*** Opening Records ***
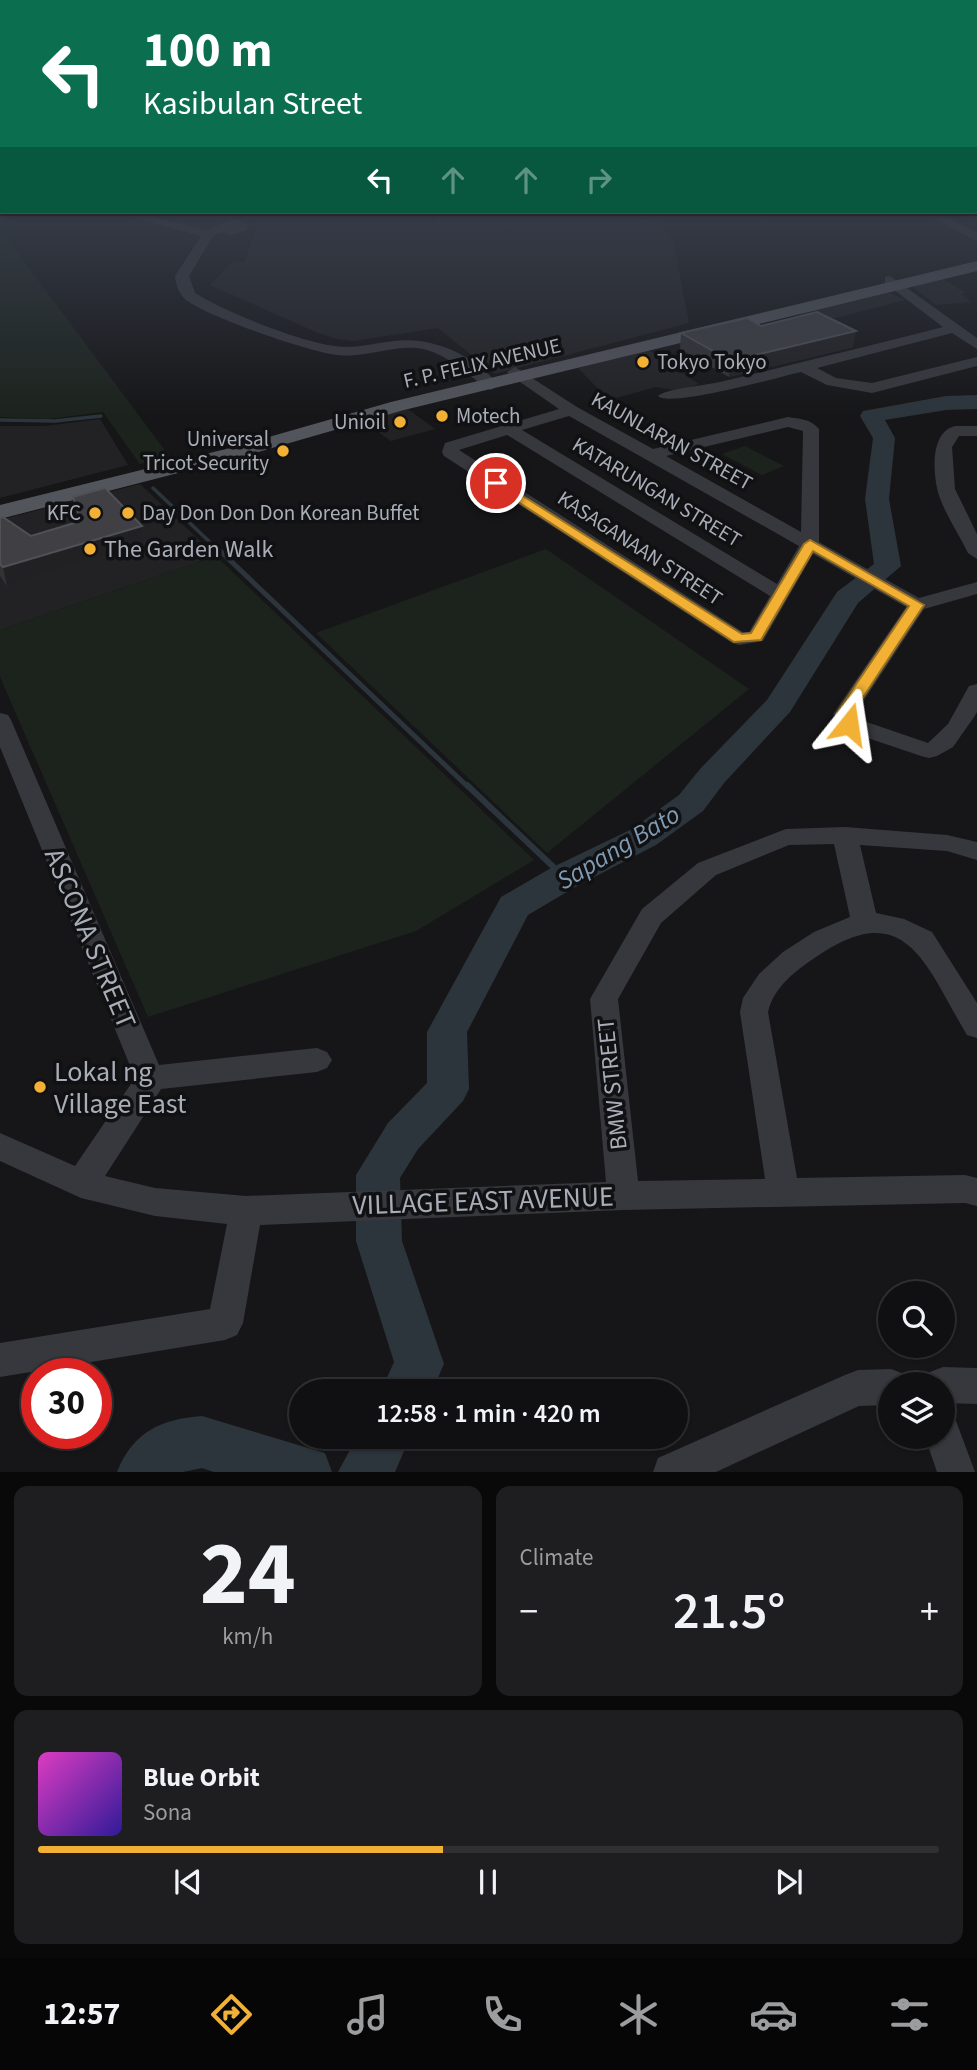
<!DOCTYPE html>
<html lang="en">
<head>
<meta charset="utf-8">
<style>
  :root { --surface:#101012; --page:#1e1e20; --text:#f1f3f6; --muted:#9c9d9f; --line:#303032; --accent:#f2b134 }
  body { margin:0; font-family:"Source Sans 3",sans-serif; background:var(--page); color:var(--text); height:100vh; display:flex; flex-direction:column; font-size:26px; white-space:nowrap }
  * { box-sizing:border-box; margin:0 }
  p { font-size:23px; color:var(--muted) }
  .icon { flex:none; width:38px; height:38px; fill:none; stroke:currentColor; stroke-width:2; stroke-linecap:round; stroke-linejoin:round }
  .map { position:relative; height:1472px; overflow:hidden }
  .sheet { display:flex; flex-direction:column; gap:14px; padding:14px; background:#09090a; flex:1 }
  .sheet>* { flex:none }
  .banner { position:absolute; left:0px; top:0px; width:978px; height:214px; box-shadow:0 2px 5px #0004,0 0 0 2px var(--line); background:#0b6e4f; color:#fff; overflow:hidden }
  .fabs { position:absolute; left:878px; top:1281px; display:grid; gap:14px }
  .fabs a { display:grid; place-items:center; width:77px; height:77px; border-radius:50%; background:var(--surface); box-shadow:0 2px 5px #0004,0 0 0 2px var(--line); font-size:35px }
  .speed { position:absolute; left:21px; top:1358px; display:flex; gap:14px; font-size:35px; font-weight:700; text-align:center }
  .speed>* { display:grid; place-content:center; width:91px; height:91px; border-radius:50%; background:var(--surface); box-shadow:0 2px 5px #0004,0 0 0 2px var(--line); line-height:1 }
  .speed .limit { border:10px solid #d22; background:#fff; color:#111 }
  .pin { position:absolute; display:grid; place-items:center; width:60px; height:60px; color:#fff; margin:-30px; border:4px solid #fff; border-radius:50%; box-shadow:0 2px 7px #0007 }
  .me { position:absolute; width:77px; margin:-38px; rotate:15deg; stroke-linejoin:round; filter:drop-shadow(0 0 5px #0008) }
  .turn { display:flex; align-items:center; gap:24px; height:147px; padding:0 28px; font-size:32px }
  .turn .icon { width:91px; height:91px; stroke-width:2.5 }
  .turn b { display:block; font-size:49px; line-height:60px }
  .lanes { display:flex; align-items:center; height:66px; padding:0 28px; background:#0003; justify-content:center; gap:35px; direction:ltr }
  .lanes .off { opacity:.35 }
  .big { font-size:52px; font-weight:600; line-height:1.1 }
  .sheet .widget { flex:1; display:flex; flex-direction:column; justify-content:center; gap:10px; min-width:0; padding:0 24px; border-radius:14px; background:var(--page) }
  .sheet .dial { align-items:center; gap:0 }
  .dial b { font-size:91px; line-height:1 }
  .song { display:flex; align-items:center; gap:21px }
  .cover { width:84px; height:84px; border-radius:10px; background:linear-gradient(135deg,hsl(310 70% 55%),hsl(250 70% 35%)) }
  .played { height:7px; border-radius:4px; background:linear-gradient(90deg,var(--accent) 45%,var(--line) 45%) }
  .keys { display:flex; justify-content:space-around; direction:ltr }
  .heat { display:flex; justify-content:space-between; align-items:center; font-size:38px; direction:ltr }
  .sheet .tiles { flex:1; display:grid; gap:14px; grid-template-columns:1fr 1fr }
  .widget:last-child { grid-column:span 2 }
  .trip { position:absolute; left:289px; top:1379px; width:399px; height:70px; border-radius:35px; background:var(--surface); box-shadow:0 2px 5px #0004,0 0 0 2px var(--line); font-weight:600; line-height:70px; text-align:center }
  .tabs { display:flex; height:112px; justify-content:space-around; align-items:center; background:#060607; color:var(--muted) }
  .tabs .icon { width:49px; height:49px }
  .tabs .selected { color:var(--accent) }
  .tabs b { font-size:32px; color:var(--text) }
  .map>svg:first-child { display:block }
  .built { fill:#222225 }
  .green { fill:#1c231d }
  .lines { fill:none; stroke-linecap:round; stroke-linejoin:round }
  .stream-far2 { stroke:#2c353c; stroke-width:3.5 }
  .stream-far1 { stroke:#2c353c; stroke-width:5 }
  .stream { stroke:#2c353c; stroke-width:6 }
  .river { fill:#2c353c; fill-rule:evenodd }
  .minor { fill:#37383d; fill-rule:evenodd }
  .major { fill:#53555c; fill-rule:evenodd }
  .wall { fill:#323236 }
  .shaded-wall { fill:#212124 }
  .building { fill:#3f3f44; stroke:#4f5156; stroke-width:2 }
  .route { fill:#f2b134; stroke:#9d7322; stroke-width:2 }
  .poi-dot { fill:#f2b134; stroke:#111113; stroke-width:2.5 }
  .labels { text-anchor:middle; stroke-width:7; stroke-linejoin:round; paint-order:stroke }
  .far-poi-label { font-size:21px; fill:#a8adb8; stroke:#111113; text-anchor:start }
  .far-street-label { font-size:21px; fill:#a8adb8; stroke:#111113 }
  .poi-label { font-size:24px; fill:#a8adb8; stroke:#111113; text-anchor:start }
  .street-label { font-size:24px; fill:#a8adb8; stroke:#111113 }
  .water-label { font-size:26px; font-style:italic; fill:#7f9bb3; stroke:#111113 }
  .near-street-label { font-size:28px; fill:#a8adb8; stroke:#111113 }
  .near-poi-label { font-size:28px; fill:#a8adb8; stroke:#111113; text-anchor:start }
</style>
</head>
<body>
<div class="map">
<svg width="977" height="1472" viewBox="0 0 977 1472">
  <rect width="100%" height="100%" fill="#161618"/>
  <g class="built">
    <path d="M434,212h49l11,4 7,-4h129l6,6 26,6 11,17 16,82 -194,51 -57,-46 -84,13 -17,-2 -21,-7 -106,-47 22,-23h12l15,-39h178z"/>
    <path d="M943,279l23,14 -5,1 10,8 -35,3 -24,-19z"/>
    <path d="M883,290l23,10 -90,23 -21,-11z"/>
    <path d="M647,349l52,35 -20,7 -23,-4 -47,13 -31,-32z"/>
    <path d="M408,409l27,20 -44,12 -28,-20z"/>
    <path d="M100,419l28,46 -128,33v-72h45z"/>
    <path d="M140,484l76,72 -216,74v-110z"/>
  </g>
  <g class="green">
    <path d="M0,229l169,227 -29,8 -37,-52 -55,7 -48,-2z"/>
    <path d="M745,446l39,20 -22,9 -40,-21z"/>
    <path d="M546,549l203,140 -202,164 -231,-220z"/>
    <path d="M216,556l318,304 -118,71 -268,86 -148,-340v-47z"/>
  </g>
  <g class="lines">
    <g class="stream-far2">
      <path d="M0,420l55,1 46,-5"/>
      <path d="M153,488l63,60"/>
    </g>
    <path class="stream-far1" d="M215,546l253,241"/>
    <path class="stream" d="M467,785l97,92"/>
    <g class="river">
      <path d="M977,395v14l-31,1 -61,10 10,18 -6,61 12,67 -43,37 -68,109 -66,71 -21,28 -47,34 -79,41 -49,29 -61,117 2,57 -6,12 -45,48 -18,29 2,63 42,123 -12,27h-51l13,-29 -38,-121v-66l32,-52 39,-40v-51l74,-135 50,-29 81,-39 47,-34 21,-26 67,-69 70,-108 37,-28 -9,-65 8,-61 -13,-22 3,-5 83,-15z"/>
      <path d="M202,1416l123,37 7,19h-118l-12,-4 -19,4h-66c16,-40 44,-53 85,-56z"/>
      <path d="M357,1437h53l-15,35h-57z"/>
    </g>
    <g class="minor">
      <path d="M977,210v5l-6,-3h5z"/>
      <path d="M9,212h18l-27,10v-8z"/>
      <path d="M113,212h19l75,18 27,-11 13,5v6l-16,5 -10,-3 -8,4 -24,40 6,17c30,19 106,49 140,53 20,3 40,-3 59,-5 38,-5 80,14 105,44l-8,5 -5,-2c-18,-14 -36,-31 -59,-38 -29,-8 -60,9 -90,5 -29,-3 -128,-38 -151,-55 -7,-6 -10,-15 -11,-24l26,-40z"/>
      <path d="M924,212h14l39,21v9z"/>
      <path d="M890,276l87,62v11l-25,-16 -135,35 19,10 36,5 105,-26v9l-105,27 -45,-8 -26,-13c-22,5 -131,36 -143,24 7,-7 49,-11 62,-14 75,-18 149,-36 223,-55l-58,-44v-6z"/>
      <path d="M515,367l62,40 76,42 135,-32c12,2 23,2 31,12v113l100,56 58,-16v12l-53,15 -69,105 3,5 70,24 20,-19 21,-38 8,-2v28l-3,5 -21,30 -16,9 -8,2 -8,-2 -80,-27 -8,-15 73,-107 -93,-53 -50,87 -24,4 -7,-2 -288,-187 -2,-4 3,-9 114,-34 -49,-34 -3,-3zM569,416l230,130 -22,38 -255,-154zM788,427l15,4 -2,101 -135,-76zM507,435l263,161 -21,36h-6l-284,-182z"/>
      <path d="M955,426h22v10h-18l-7,11 3,42 22,45v25l-9,-6c-9,-19 -27,-45 -31,-65 -4,-19 -6,-56 18,-62z"/>
      <path d="M0,713l8,2 3,5 148,345 158,-17 10,4 5,8 -5,8 -10,4 -156,17 -56,87 50,12 91,8 360,-14 -16,-183 52,-90 56,-46 88,-34 59,-2 102,8 30,7v18l-30,-9 -87,-6 16,68 28,6 28,13 45,71v35l-10,-3c-41,-68 -60,-141 -151,-78 -21,14 -42,30 -48,55l29,166 168,-3 12,3v28l-12,-3 -342,7 -363,15 -17,98 -6,12 -12,5 -225,37v-34l210,-34 17,-85 -72,-8 -74,-18 -81,-37v-28l75,33 60,-88 -135,-331zM834,844l16,73 -36,15 -31,20 -24,22 -16,24 -3,14 25,167 -127,2 -20,-182 43,-76 55,-48 73,-30z"/>
      <path d="M943,1367l34,1v36l-34,-1v-19h-18l5,-12z"/>
      <path d="M891,1369l13,5 4,10h-17v21l-32,1 -143,66h-63l5,-14 187,-83 13,-5z"/>
      <path d="M943,1415l13,6 19,51h-38l-12,-35h18z"/>
    </g>
    <path class="major" d="M977,261v10l-573,139 -160,46 -244,63v-14l230,-57 161,-46z"/>
  </g>
  <g class="wall">
    <path d="M761,326l92,21 -124,30 -49,-28 1,-16z"/>
    <path d="M73,497l69,29 3,18 -138,42 -7,-10v-58l31,18 48,-15z"/>
  </g>
  <g class="shaded-wall">
    <path d="M856,331l-3,16 -124,30 2,-16z"/>
    <path d="M142,526l3,18 -138,42 -4,-19z"/>
  </g>
  <g class="building">
    <path d="M817,312l39,19 -125,30 -50,-28 66,-15 14,8z"/>
    <path d="M105,488l37,38 -139,41 -3,-3v-46l3,-1 28,19 50,-15 -8,-24z"/>
  </g>
  <linearGradient id="sky" x2="0" y2="1"><stop stop-color="#0c0c0d"/><stop offset="0.5" stop-color="#363c48"/><stop offset="1" stop-color="#363c48" stop-opacity="0"/></linearGradient>
  <rect width="977" height="416" fill="url(#sky)"/>
  <path class="route" d="M496,479l246,155 9,-1 53,-89 6,-4 114,65 -72,109 5,10 -3,4h-11l-7,-14 73,-108 -96,-55 -52,89 -27,2 -242,-157v-5z"/>
  <g class="poi-dot">
    <circle cx="643" cy="362" r="7"/>
    <circle cx="442" cy="416" r="7"/>
    <circle cx="400" cy="422" r="7"/>
    <circle cx="283" cy="451" r="7"/>
    <circle cx="95" cy="513" r="7"/>
    <circle cx="128" cy="513" r="7"/>
    <circle cx="90" cy="549" r="7"/>
    <circle cx="40" cy="1087" r="7"/>
  </g>
  <g class="labels">
    <g class="far-poi-label">
      <text x="657" y="369">Tokyo Tokyo</text>
      <text x="456" y="423">Motech</text>
      <text x="386" y="429" text-anchor="end">Unioil</text>
      <text x="269" y="446" text-anchor="end">Universal<tspan x="269" dy="24">Tricot Security</tspan></text>
      <text x="81" y="520" text-anchor="end">KFC</text>
      <text x="142" y="520">Day Don Don Don Korean Buffet</text>
    </g>
    <g class="far-street-label">
      <text transform="translate(482 363) rotate(-13)" y="7">F. P. FELIX AVENUE</text>
      <text transform="translate(672 441) rotate(29)" y="7">KAUNLARAN STREET</text>
      <text transform="translate(657 492) rotate(31)" y="7">KATARUNGAN STREET</text>
      <text transform="translate(640 548) rotate(33)" y="7">KASAGANAAN STREET</text>
    </g>
    <g class="poi-label">
      <text x="104" y="557">The Garden Walk</text>
    </g>
    <g class="street-label">
      <text transform="translate(612 1084) rotate(-96)" y="8">BMW STREET</text>
    </g>
    <g class="water-label">
      <text transform="translate(618 847) rotate(-31)" y="9">Sapang Bato</text>
    </g>
    <g class="near-street-label">
      <text transform="translate(91 938) rotate(67)" y="10">ASCONA STREET</text>
      <text transform="translate(483 1200) rotate(-2)" y="10">VILLAGE EAST AVENUE</text>
    </g>
    <g class="near-poi-label">
      <text x="54" y="1081">Lokal ng<tspan x="54" dy="32">Village East</tspan></text>
    </g>
  </g>
</svg>
<div class="fabs">
<a><svg class="icon" aria-label="search" viewBox="0 0 24 24"><circle cx="10" cy="10" r="6"/><path d="M15 15l6 6"/></svg></a>
<a><svg class="icon" aria-label="layers" viewBox="0 0 24 24"><path d="M12 4l9 5-9 5-9-5zM3 14l9 5 9-5"/></svg></a>
</div>
<div class="speed"><div class="limit">30</div></div>
<div class="pin" style="left:496px;top:483px;background:#d93025"><svg class="icon" aria-label="arrive" viewBox="0 0 24 24"><path d="M6 21V4h12l-3 4 3 4H6"/></svg></div>
<svg class="me" style="left:849px;top:724px" viewBox="-20 -20 40 40"><path d="M0-17L14 15 0 8-14 15z" fill="#f2b134" stroke="#fff" stroke-width="4"/></svg>
<div class="trip">12:58 · 1 min · 420 m</div>
<div class="banner">
<div class="turn"><svg class="icon" aria-label="left" viewBox="0 0 24 24"><path d="M17 20v-9H6M10 6l-5 5 5 5"/></svg><div><b>100 m</b>Kasibulan Street</div></div>
<div class="lanes"><svg class="icon" aria-label="left" viewBox="0 0 24 24"><path d="M17 20v-9H6M10 6l-5 5 5 5"/></svg><svg class="icon off" aria-label="ahead" viewBox="0 0 24 24"><path d="M12 20V5M6 11l6-6 6 6"/></svg><svg class="icon off" aria-label="ahead" viewBox="0 0 24 24"><path d="M12 20V5M6 11l6-6 6 6"/></svg><svg class="icon off" aria-label="right" viewBox="0 0 24 24"><path d="M7 20v-9h11M14 6l5 5-5 5"/></svg></div>
</div>
</div>
<section class="sheet">
<div class="tiles">
<div class="widget dial"><b>24</b><p>km/h</p></div>
<div class="widget"><p>Climate</p>
<div class="heat"><a>−</a><b class="big">21.5°</b><a>+</a></div>
</div>
<div class="widget">
<div class="song"><i class="cover"></i><div><b>Blue Orbit</b><p>Sona</p></div></div>
<div class="played"></div>
<div class="keys"><svg class="icon" aria-label="previous" viewBox="0 0 24 24"><path d="M18 5L8 12l10 7zM5 5v14"/></svg><svg class="icon" aria-label="pause" viewBox="0 0 24 24"><path d="M8 5v14M16 5v14"/></svg><svg class="icon" aria-label="next" viewBox="0 0 24 24"><path d="M6 5l10 7-10 7zM19 5v14"/></svg></div>
</div>
</div>
</section>
<nav class="tabs">
<b>12:57</b>
<svg class="icon selected" aria-label="directions" viewBox="0 0 24 24"><path d="M12 3l9 9-9 9-9-9zM9 14v-3h6M13 9l2 2-2 2"/></svg>
<svg class="icon" aria-label="music" viewBox="0 0 24 24"><path d="M9 18V5l10-2v13"/><circle cx="6" cy="18" r="3"/><circle cx="16" cy="16" r="3"/></svg>
<svg class="icon" aria-label="phone" viewBox="0 0 24 24"><path d="M5 4h4l2 5-3 2q2 4 5 5l2-3 5 2v4C11 20 4 13 5 4z"/></svg>
<svg class="icon" aria-label="climate" viewBox="0 0 24 24"><path d="M12 3v18M4 7l16 10M4 17L20 7"/></svg>
<svg class="icon" aria-label="car" viewBox="0 0 24 24"><path d="M5 17H2v-5l4-1 3-4h7l3 4 3 1v5h-3M9 17h6M6 11h13"/><circle cx="7" cy="17" r="2"/><circle cx="17" cy="17" r="2"/></svg>
<svg class="icon" aria-label="filters" viewBox="0 0 24 24"><path d="M4 7h16M4 17h16"/><circle cx="9" cy="7" r="2"/><circle cx="15" cy="17" r="2"/></svg>
</nav>
</body>
</html>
*** Closing Records ***
Exercise directions →
Omit the pictures, then repeat exactly each line from the beginning of the listing through the line with "border:10px solid #d22;".

Reply →
<!DOCTYPE html>
<html lang="en">
<head>
<meta charset="utf-8">
<style>
  :root { --surface:#101012; --page:#1e1e20; --text:#f1f3f6; --muted:#9c9d9f; --line:#303032; --accent:#f2b134 }
  body { margin:0; font-family:"Source Sans 3",sans-serif; background:var(--page); color:var(--text); height:100vh; display:flex; flex-direction:column; font-size:26px; white-space:nowrap }
  * { box-sizing:border-box; margin:0 }
  p { font-size:23px; color:var(--muted) }
  .icon { flex:none; width:38px; height:38px; fill:none; stroke:currentColor; stroke-width:2; stroke-linecap:round; stroke-linejoin:round }
  .map { position:relative; height:1472px; overflow:hidden }
  .sheet { display:flex; flex-direction:column; gap:14px; padding:14px; background:#09090a; flex:1 }
  .sheet>* { flex:none }
  .banner { position:absolute; left:0px; top:0px; width:978px; height:214px; box-shadow:0 2px 5px #0004,0 0 0 2px var(--line); background:#0b6e4f; color:#fff; overflow:hidden }
  .fabs { position:absolute; left:878px; top:1281px; display:grid; gap:14px }
  .fabs a { display:grid; place-items:center; width:77px; height:77px; border-radius:50%; background:var(--surface); box-shadow:0 2px 5px #0004,0 0 0 2px var(--line); font-size:35px }
  .speed { position:absolute; left:21px; top:1358px; display:flex; gap:14px; font-size:35px; font-weight:700; text-align:center }
  .speed>* { display:grid; place-content:center; width:91px; height:91px; border-radius:50%; background:var(--surface); box-shadow:0 2px 5px #0004,0 0 0 2px var(--line); line-height:1 }
  .speed .limit { border:10px solid #d22; background:#fff; color:#111 }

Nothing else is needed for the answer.